Of Pioneers and Memories

iStock_000000153645XSmallDuring the hectic weekday morning routine most of us call normal these days, an obituary in the Austin American Statesman begged my attention. Sgt. Major Mary Katherine Steinocher died June 25th. I didn’t know her, but the picture of a young, smiling woman wearing her Women’s Army Corps uniform compelled me to put down my toasted bagel and read on.

In short, Steinocher was a young woman who enlisted in the Army’s WAC program in 1941 and retired in May 1964. Almost 24 years of military service was condensed into a brief sentence, a modest footnote: “She received many medals, awards, and decorations in the service of her country”. It seems to me Sgt. Steinocher was a pioneer, serving in the military during a time when it really didn’t know what to do with women wanting to serve their country.

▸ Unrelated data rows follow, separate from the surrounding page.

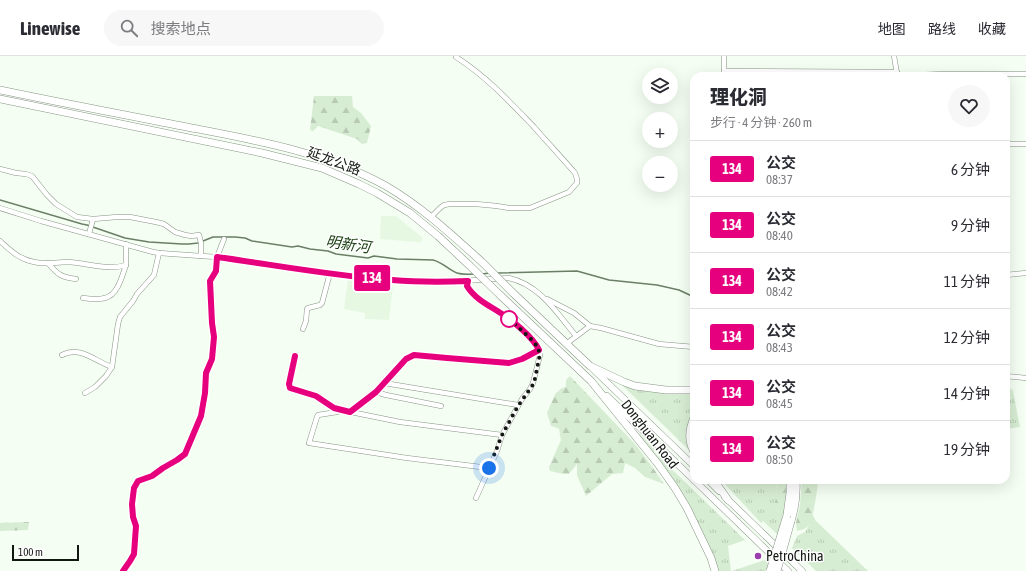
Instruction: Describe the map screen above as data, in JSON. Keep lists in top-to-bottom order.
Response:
{
  "streets": {
    "highway": ["延龙公路", "Donghuan Road"]
  },
  "crossings": [
    ["延龙公路", "Donghuan Road"]
  ],
  "water": ["明新河"],
  "places": ["PetroChina"],
  "lines": ["bus line 134"],
  "scale_bar": "100 m",
  "page": {
    "header": "Linewise",
    "search": "搜索地点",
    "nav": ["地图", "路线", "收藏"],
    "on_map": "134",
    "map_buttons": ["+", "−"],
    "heading": ["理化洞", "步行 · 4 分钟 · 260 m"],
    "list": [
      {
        "mark": "134",
        "name": "公交",
        "note": "08:37",
        "value": "6 分钟"
      },
      {
        "mark": "134",
        "name": "公交",
        "note": "08:40",
        "value": "9 分钟"
      },
      {
        "mark": "134",
        "name": "公交",
        "note": "08:42",
        "value": "11 分钟"
      },
      {
        "mark": "134",
        "name": "公交",
        "note": "08:43",
        "value": "12 分钟"
      },
      {
        "mark": "134",
        "name": "公交",
        "note": "08:45",
        "value": "14 分钟"
      },
      {
        "mark": "134",
        "name": "公交",
        "note": "08:50",
        "value": "19 分钟"
      }
    ],
    "scale": "100 m"
  }
}
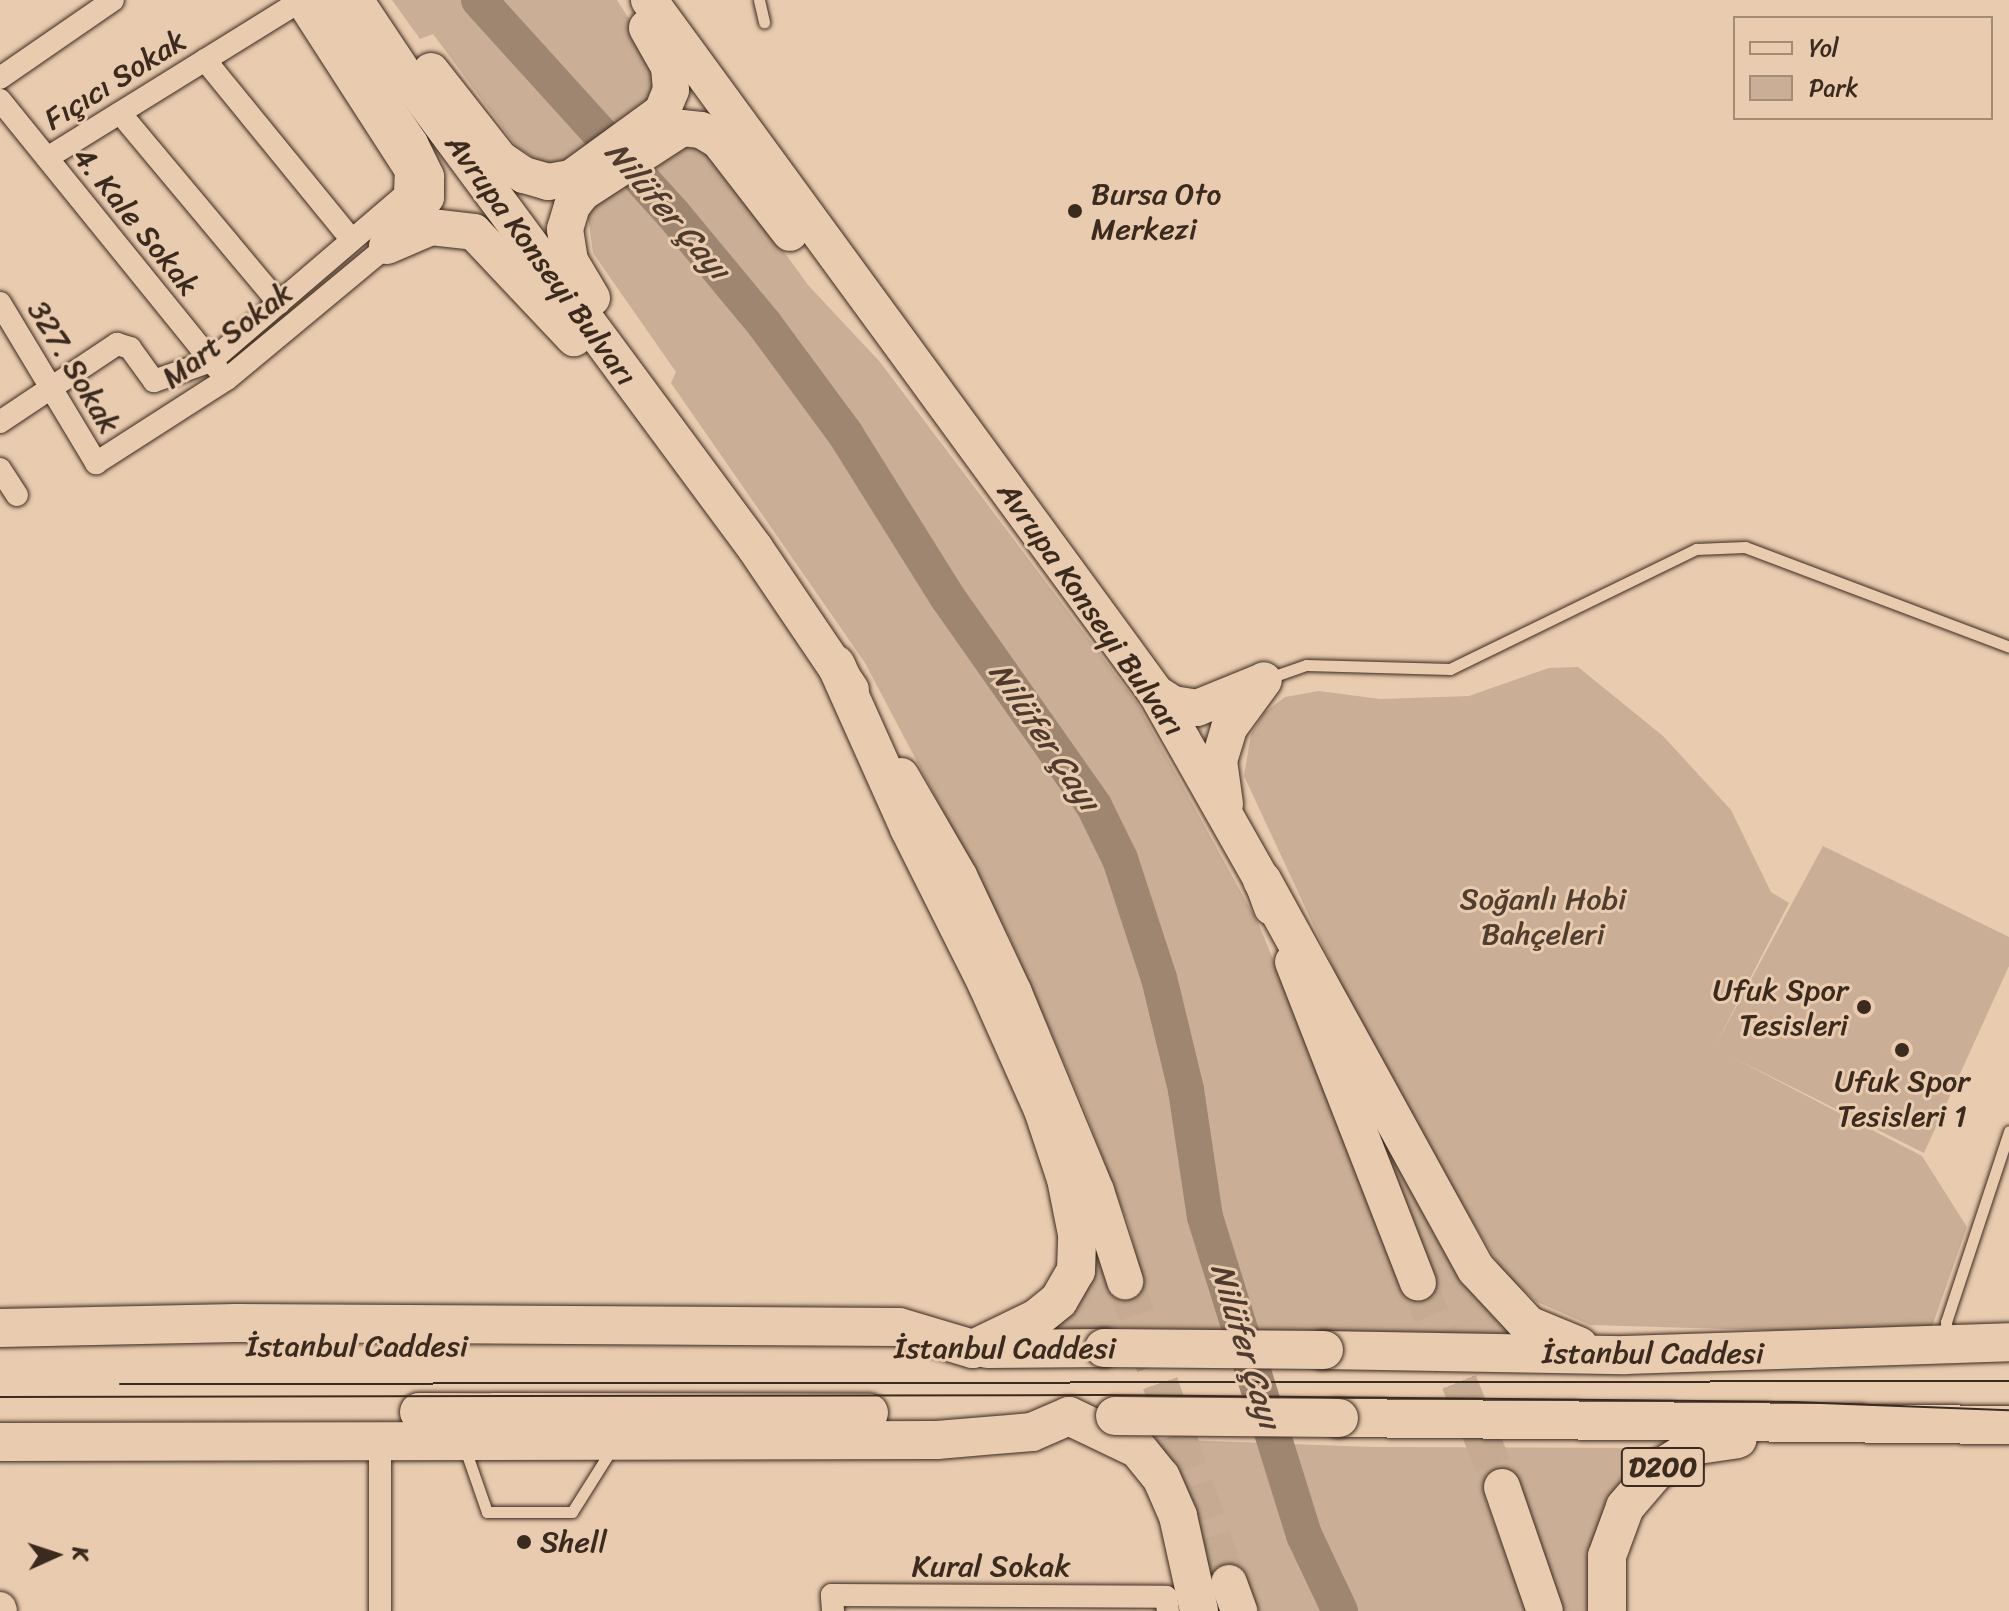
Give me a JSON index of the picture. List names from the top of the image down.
{
  "streets": {
    "highway": ["İstanbul Caddesi", "D200"],
    "main road": ["Avrupa Konseyi Bulvarı"],
    "street": [
      "Fıçıcı Sokak",
      "4. Kale Sokak",
      "Mart Sokak",
      "327. Sokak",
      "Kural Sokak"
    ]
  },
  "crossings": [
    ["Fıçıcı Sokak", "4. Kale Sokak"],
    ["4. Kale Sokak", "Mart Sokak"],
    ["Mart Sokak", "327. Sokak"]
  ],
  "water": ["Nilüfer Çayı"],
  "parks": ["Soğanlı Hobi Bahçeleri"],
  "places": [
    "Bursa Oto Merkezi",
    "Ufuk Spor Tesisleri",
    "Ufuk Spor Tesisleri 1",
    "Shell"
  ],
  "legend": ["Yol", "Park"],
  "north": "right"
}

It got me thinking about my grandmother, Louise Jackman Orner. She was a pioneer of another sort – a 1921 graduate of Oregon State University (OSU), She went on to become an associate professor of secretarial science at OSU, at a time when society didn’t really know what to do with women wanting professional careers. Another full and complete life, condensed into another brief sentence: “After teaching at Centralia Business College, she became an associate professor in Secretarial Science at Oregon State University, a position she held for 35 years”.

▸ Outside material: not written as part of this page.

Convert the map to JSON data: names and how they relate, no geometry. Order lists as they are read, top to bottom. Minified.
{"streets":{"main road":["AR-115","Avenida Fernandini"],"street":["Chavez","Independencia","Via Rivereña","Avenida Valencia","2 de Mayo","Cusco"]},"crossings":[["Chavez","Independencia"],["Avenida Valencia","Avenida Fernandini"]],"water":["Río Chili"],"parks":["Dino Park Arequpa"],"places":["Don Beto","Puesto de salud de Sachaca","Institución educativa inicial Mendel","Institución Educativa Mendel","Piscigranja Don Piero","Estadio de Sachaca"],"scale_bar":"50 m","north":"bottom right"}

My family created a memorial scholarship at Oregon State to honor Louise. We all feel a connectedness to the institution that my grandmother loved so dearly. We also feel connected to the generations of students her scholarship has supported. I’ll even admit to becoming a bit undone this morning when revisiting the OSU website to see Grandma’s name among the many memorial scholarships noted. It’s as if she hasn’t really left us – her spirit and love of education continue on today, nearly 30 years to the day since her death.

My profession allows me the honor of talking with people who wish to memorialize their loved ones with a gift to the University of Texas Libraries. I tell them their gift will come back to them a thousand times over. I tell them it will keep the name and memories of their loved one fresh and new. If asked, I will tell them it is because of a memorial scholarship created in loving memory of my grandmother, a pioneer.